Fixed Asset Sale Journal Entry

Overview

In business, the company may decide to dispose of the fixed asset before the end of its estimated life when the fixed asset is no longer useful due to it has physically deteriorated or become obsolete. The fixed asset sale is one form of disposal that the company usually seek to use if possible. In this case, the journal entry of fixed asset sale may result with debit or credit in the income statement depending on how much the company sell the asset comparing to its net book value.

The net book value (cost – accumulated depreciation) of the fixed asset will be used as a comparison to the sale amount (proceed) in order to determine whether the company makes a profit or a loss on the sale of fixed asset. And with a result, the journal entry for the fixed sale may increase revenues or increase expenses in the company’s account.

Fixed asset sale journal entry

Profit on sale of fixed asset

The company makes a profit when it sells the fixed asset at the amount that is higher than its net book value. This type of profit is usually recorded as other revenues in the income statement.

The company can make the journal entry for the profit on sale of fixed asset with the gain on the credit side of the entry as below:

Account Debit Credit
Cash 000
Accumulated depreciation 000
Fixed asset item 000
Gain on disposal of fixed asset 000

Loss on sale of fixed asset

Alternatively, the company makes a loss when it sells the fixed asset at the amount that is lower than its net book value. This type of loss is usually recorded as other expenses in the income statement.

In this case, the company needs to make the journal entry for the loss on sale of fixed asset with the loss amount on the debit side as below:

Account Debit Credit
Cash 000
Accumulated depreciation 000
Loss on disposal of fixed asset 000
Fixed asset item 000

Example

For example, on November 16, 2020, the company ABC Ltd. sells an equipment which is a fixed asset item that has an original cost of $45,000 on the balance sheet. After calculation, the accumulation depreciation of the equipment is $38,625 as at November 16, 2020.

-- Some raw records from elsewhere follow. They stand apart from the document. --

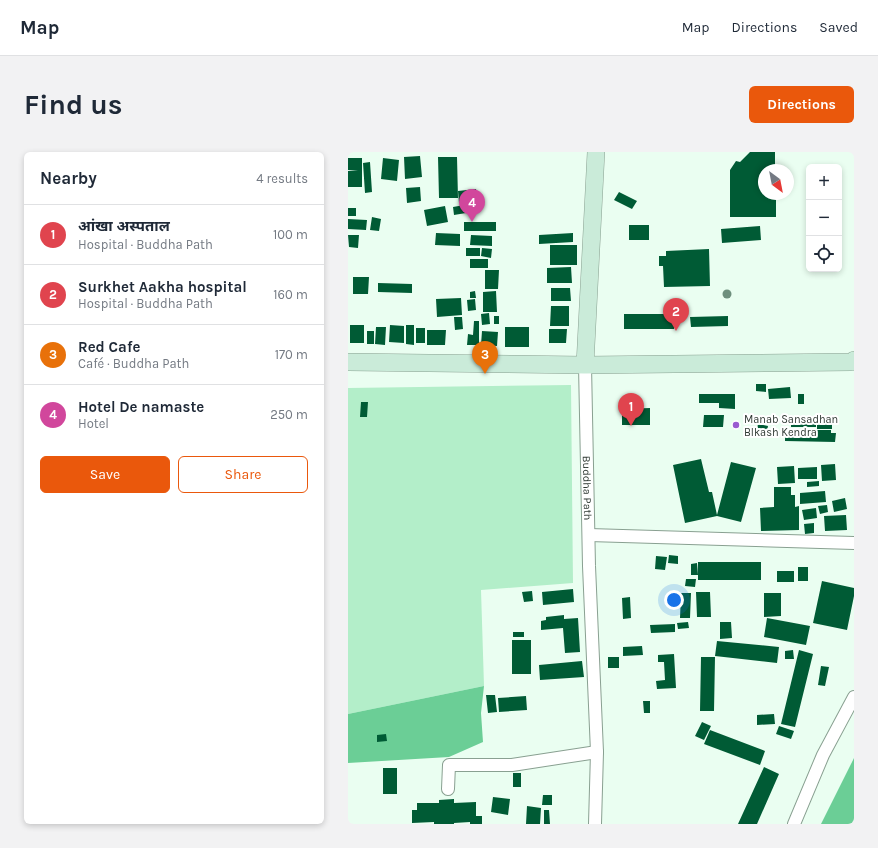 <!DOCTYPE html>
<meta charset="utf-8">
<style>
:root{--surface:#fff;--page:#f2f2f3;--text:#1f2937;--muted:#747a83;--line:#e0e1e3;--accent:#ea580c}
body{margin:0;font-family:Karla,"Noto Sans Devanagari",sans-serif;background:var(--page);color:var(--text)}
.controls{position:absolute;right:12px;top:12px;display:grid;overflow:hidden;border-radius:6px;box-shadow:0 2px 6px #0003}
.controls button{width:36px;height:36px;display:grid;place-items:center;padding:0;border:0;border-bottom:1px solid var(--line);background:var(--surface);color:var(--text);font:20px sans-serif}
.compass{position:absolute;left:410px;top:12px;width:36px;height:36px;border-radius:50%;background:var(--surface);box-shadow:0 2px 6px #0003;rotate:148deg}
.you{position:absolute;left:326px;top:448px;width:14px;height:14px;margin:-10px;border:3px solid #fff;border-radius:50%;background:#1a73e8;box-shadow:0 0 0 6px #1a73e833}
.badge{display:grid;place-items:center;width:26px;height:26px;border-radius:50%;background:var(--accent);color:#fff;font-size:13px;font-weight:700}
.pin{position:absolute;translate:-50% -33px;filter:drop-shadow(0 1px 2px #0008)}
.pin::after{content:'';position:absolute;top:21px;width:14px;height:12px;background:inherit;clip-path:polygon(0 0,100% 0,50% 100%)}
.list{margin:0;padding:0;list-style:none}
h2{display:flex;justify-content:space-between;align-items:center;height:52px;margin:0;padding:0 16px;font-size:17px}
h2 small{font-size:13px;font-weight:400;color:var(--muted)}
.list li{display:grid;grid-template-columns:26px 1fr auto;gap:12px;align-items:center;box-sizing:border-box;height:60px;padding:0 16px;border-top:1px solid var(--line)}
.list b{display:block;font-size:15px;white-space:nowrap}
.list p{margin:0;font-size:13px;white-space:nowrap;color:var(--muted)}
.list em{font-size:13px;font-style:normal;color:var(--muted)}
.actions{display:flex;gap:8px;padding:12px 16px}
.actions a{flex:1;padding:9px 0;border:1px solid var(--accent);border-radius:6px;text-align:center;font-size:14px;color:var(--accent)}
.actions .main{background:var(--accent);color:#fff}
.icon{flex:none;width:22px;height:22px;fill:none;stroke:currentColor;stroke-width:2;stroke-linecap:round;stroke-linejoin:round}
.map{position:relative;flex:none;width:506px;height:672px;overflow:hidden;border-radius:6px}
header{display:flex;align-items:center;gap:24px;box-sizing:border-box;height:56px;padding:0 20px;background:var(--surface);border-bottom:1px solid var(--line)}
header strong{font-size:19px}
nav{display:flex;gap:22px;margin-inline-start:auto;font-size:14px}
.intro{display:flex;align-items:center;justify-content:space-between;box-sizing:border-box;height:96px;padding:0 24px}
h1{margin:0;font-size:28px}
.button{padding:10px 18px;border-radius:6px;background:var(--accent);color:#fff;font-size:14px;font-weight:700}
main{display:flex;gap:24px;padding:0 24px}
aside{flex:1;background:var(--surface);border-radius:6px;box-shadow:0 2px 6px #0003}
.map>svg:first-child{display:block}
</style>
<header>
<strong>Map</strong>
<nav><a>Map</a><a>Directions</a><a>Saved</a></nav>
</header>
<div class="intro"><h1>Find us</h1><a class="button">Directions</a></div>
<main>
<aside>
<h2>Nearby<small>4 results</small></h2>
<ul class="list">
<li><span class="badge" style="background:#e0444e">1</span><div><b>आंखा अस्पताल</b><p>Hospital · Buddha Path</p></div><em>100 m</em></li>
<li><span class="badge" style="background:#e0444e">2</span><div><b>Surkhet Aakha hospital</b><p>Hospital · Buddha Path</p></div><em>160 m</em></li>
<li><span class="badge" style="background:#e8710a">3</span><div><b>Red Cafe</b><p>Café · Buddha Path</p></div><em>170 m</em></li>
<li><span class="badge" style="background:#d1479c">4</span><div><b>Hotel De namaste</b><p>Hotel</p></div><em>250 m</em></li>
</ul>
<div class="actions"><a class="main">Save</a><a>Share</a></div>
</aside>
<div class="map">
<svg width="506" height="672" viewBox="0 0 506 672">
<rect width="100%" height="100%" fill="#eafef1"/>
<path fill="#b3eec9" d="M223,233L225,431L133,438L136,534L0,562V236Z"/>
<path fill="#6bce96" d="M136,534L133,561L135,590L101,605L0,611V562Z
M506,606V672H473Z"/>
<path fill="#005b35" d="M402,0H427V18H416V42H428V65H382V18L388,9L392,10Z
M72,4L74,25L57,27L56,5Z
M90,5H109L110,46H91Z
M0,6H14V35H0V19L10,18H0Z
M35,6L51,8L49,29L33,27Z
M22,10L24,40L17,41L15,11Z
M72,35L73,49L59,51L58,36Z
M128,37L130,49L111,51L110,39Z
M271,40L289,49L284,57L266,48Z
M122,52L124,60L106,63L105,55Z
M97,54L100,70L79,74L76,58Z
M0,56H8V64H0Z
M24,65L33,67L31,79L22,78Z
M0,67L19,68L18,78L0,77Z
M116,70H148V79H116Z
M281,73H301V88H281Z
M412,74L413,88L374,91L373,77Z
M88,81L112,82V94L87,93Z
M225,81V90L191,92V83Z
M0,83H11L10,96L1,95Z
M123,83L144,84V94L122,93Z
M202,93H229V113H202Z
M118,96H132V104H118Z
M134,96L144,97L143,106L133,104Z
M361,97L362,134L316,135L315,114H311V104H318V99Z
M122,107H140V116H122Z
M223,115L224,131H199V116Z
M137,118H151L150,137H137Z
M5,125H21L20,142H5Z
M30,131L64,132V141L30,140Z
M203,136H222L223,149H203Z
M127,139L128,146H122V140Z
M148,139L149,160H135V140Z
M113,146L114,163L89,165L88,147Z
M127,147L128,158L120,159L119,148Z
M203,154H221V174H202Z
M141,161L142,172L134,173L133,162Z
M276,162H326V177H276Z
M146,164H151V172H146Z
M380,164V174L343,175L342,165Z
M106,165H114L115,177L107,178Z
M126,169H131V193H119L120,182L125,183Z
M2,173H16V191H2Z
M42,173L56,174V191L41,190Z
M58,173H66V193L58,192Z
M28,175H38L37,193L27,192Z
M157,175H181V195H157Z
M68,176H77V191H68Z
M201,177H219L218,191H201Z
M79,178H98L97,193H79Z
M19,179H26V192H19Z
M134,179L150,180L149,194L133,193Z
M408,232H418V240L408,239Z
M442,235L443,246L421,247L420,237Z
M351,242H387V257L371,256V251H351Z
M450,242H456V252H450Z
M13,250H20L19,265H12Z
M302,256V273H274V257Z
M356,263H376L375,275H355Z
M469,265H484V277H469Z
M443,269H468V275H443Z
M410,272L420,274L418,284L408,282Z
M442,278H483V281H488L487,290L437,289V282H442Z
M353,307L361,340H364L369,363L383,310L408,316L393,370L369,364L337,371L325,313Z
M487,312L488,328L474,329L473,313Z
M446,314L447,331L430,332L429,315Z
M469,315V327H450V316Z
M471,329V334L459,335V330Z
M426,335H443V343H447V355L451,354V378L413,379L412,356L426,355Z
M477,339L478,350L452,352V341Z
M497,346L499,357L486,360L484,349Z
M479,353L480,360L472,362L470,354Z
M468,356L469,366L456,368L454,358Z
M498,363L499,378L477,379L476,364Z
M466,371V381L457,382L456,372Z
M321,403L330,404V412L320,411Z
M308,404L319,405L317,418L307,417Z
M350,410H413V428H350Z
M349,411L350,423H343V412Z
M450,415H460V429H450Z
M429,419H446V430H429Z
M338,427H348L347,435L337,434Z
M474,429L506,436V444L499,478L465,471Z
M225,437L226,450L195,453L194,440Z
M184,439L185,449L176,450L174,440Z
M348,440H362L363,465H349Z
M333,441H343L342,466H332Z
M416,441H433V464L416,465Z
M282,445L283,466L275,467L274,446Z
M216,463V467L230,466L232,500L217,501L215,476L193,478V469L198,468V465Z
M419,466L462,474L458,493L416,485Z
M340,470L341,476L330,477L329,471Z
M372,470H383L384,486L372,487Z
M327,472V480L303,481L302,473Z
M165,480H176V485H165Z
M164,488H183V522H164Z
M369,489L431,495L429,511L367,504Z
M294,494L295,503L275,504V495Z
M445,498L446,507H437V499Z
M451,498L465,502L447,575L433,572Z
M326,502L328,536L309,537L308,529L317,528L316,510H310V503Z
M260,505H271V516H260Z
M353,505H367L366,559H352Z
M234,509L236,525L192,528L191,513Z
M473,514L481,515L477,534L470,533Z
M138,543H147L149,560L140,561Z
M178,544L179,558L151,560L150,546Z
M295,549H302V561H296Z
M426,562L427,572L409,573V563Z
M354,570L363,574L356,588L347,584Z
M431,574L446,579L443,587L428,582Z
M362,578L417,599L412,613L356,592Z
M38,582L39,589L29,590V583Z
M416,615L431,622L409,672H390Z
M35,616H49V642H35Z
M165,621H173V635H165Z
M195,643H204V653H194Z
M145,645L162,647L160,663L143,660Z
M106,647V651L128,650V664H134V672H122V670L106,671V672H86V670L64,671V658H69V651H91V648Z
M179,654L193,656L192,672H178Z
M196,658H201L202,672H196Z"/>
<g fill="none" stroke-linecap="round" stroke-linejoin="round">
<g stroke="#89a091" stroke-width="14">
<g id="street">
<path id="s1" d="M237,213L241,414L249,600L247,672"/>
<path d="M241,383L506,391"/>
<path d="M100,637L101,613H164L249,600"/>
<path d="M446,672L475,603L506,545"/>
</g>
</g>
<g stroke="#89a091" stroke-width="18">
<path id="secondary" d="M0,210L237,213L503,210L506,208
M237,213L248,0"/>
</g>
<use href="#street" stroke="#fff" stroke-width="12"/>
<use href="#secondary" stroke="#caebd9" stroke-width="17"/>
</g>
<circle fill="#6e8f7d" cx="379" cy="142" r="4.5"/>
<circle fill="#9a5ad0" stroke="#fff" stroke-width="1.5" cx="388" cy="273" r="4"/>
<g text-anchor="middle" stroke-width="4" stroke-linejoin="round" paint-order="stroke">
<g font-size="11" fill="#2f3933" stroke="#fff" text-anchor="start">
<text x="396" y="271">Manab Sansadhan<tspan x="396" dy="13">BIkash Kendra</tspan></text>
</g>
<g font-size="11" fill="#2f3933" stroke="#fff">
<text dy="4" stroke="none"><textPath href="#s1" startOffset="123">Buddha Path</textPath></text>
</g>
</g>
</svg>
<div class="controls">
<button>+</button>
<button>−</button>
<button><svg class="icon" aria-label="locate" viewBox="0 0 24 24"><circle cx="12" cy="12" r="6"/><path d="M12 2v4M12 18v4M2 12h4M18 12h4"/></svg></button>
</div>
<svg class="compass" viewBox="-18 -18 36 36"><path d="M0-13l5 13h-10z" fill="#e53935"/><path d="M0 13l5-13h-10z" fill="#747a83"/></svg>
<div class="you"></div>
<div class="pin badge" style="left:283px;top:274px;background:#e0444e">1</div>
<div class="pin badge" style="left:328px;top:179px;background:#e0444e">2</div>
<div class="pin badge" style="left:137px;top:222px;background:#e8710a">3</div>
<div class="pin badge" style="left:124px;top:70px;background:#d1479c">4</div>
</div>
</main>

  • What is the journal entry of fixed asset sale if the sale amount is $7,000 for the equipment?
  • What is the journal entry if the sale amount is only $6,000 instead?

Solution:

With the information above, the net book value of the equipment as at November 16, 2020, can be calculated as below:

Net book value of fixed asset = Cost of fixed asset – Accumulated depreciation

Net book value of equipment = $45,000 – $38,625 = $6,375

1- If the sale amount is $7,000

If ABC Ltd. sells the equipment for $7,000, it will make a profit of $625 (7,000 – 6,375).

In this case, ABC Ltd. can make the journal entry for the profit on sale of fixed asset as below:

Account Debit Credit
Cash 7,000
Accumulated depreciation – equipment 38,625
Equipment 45,000
Gain on disposal of equipment 625

Likewise, the $625 of the gain on sale of fixed above will be classified as other revenues in the income statement.

2- If the sale amount is $6,000 instead

Alternatively, if the sale amount is only $6,000, the company ABC Ltd. will make a loss of $375 (6,375– 6,000) on the sale of equipment.

In this case, ABC Ltd. can make the journal entry for the loss on sale of fixed asset as below:

Account Debit Credit
Cash 6,000
Accumulated depreciation – equipment 38,625
Loss on disposal of equipment 375
Equipment 45,000

In this case, the loss on sale of fixed asset amounting to $375 here will be classified as other expenses in the income statement of ABC Ltd.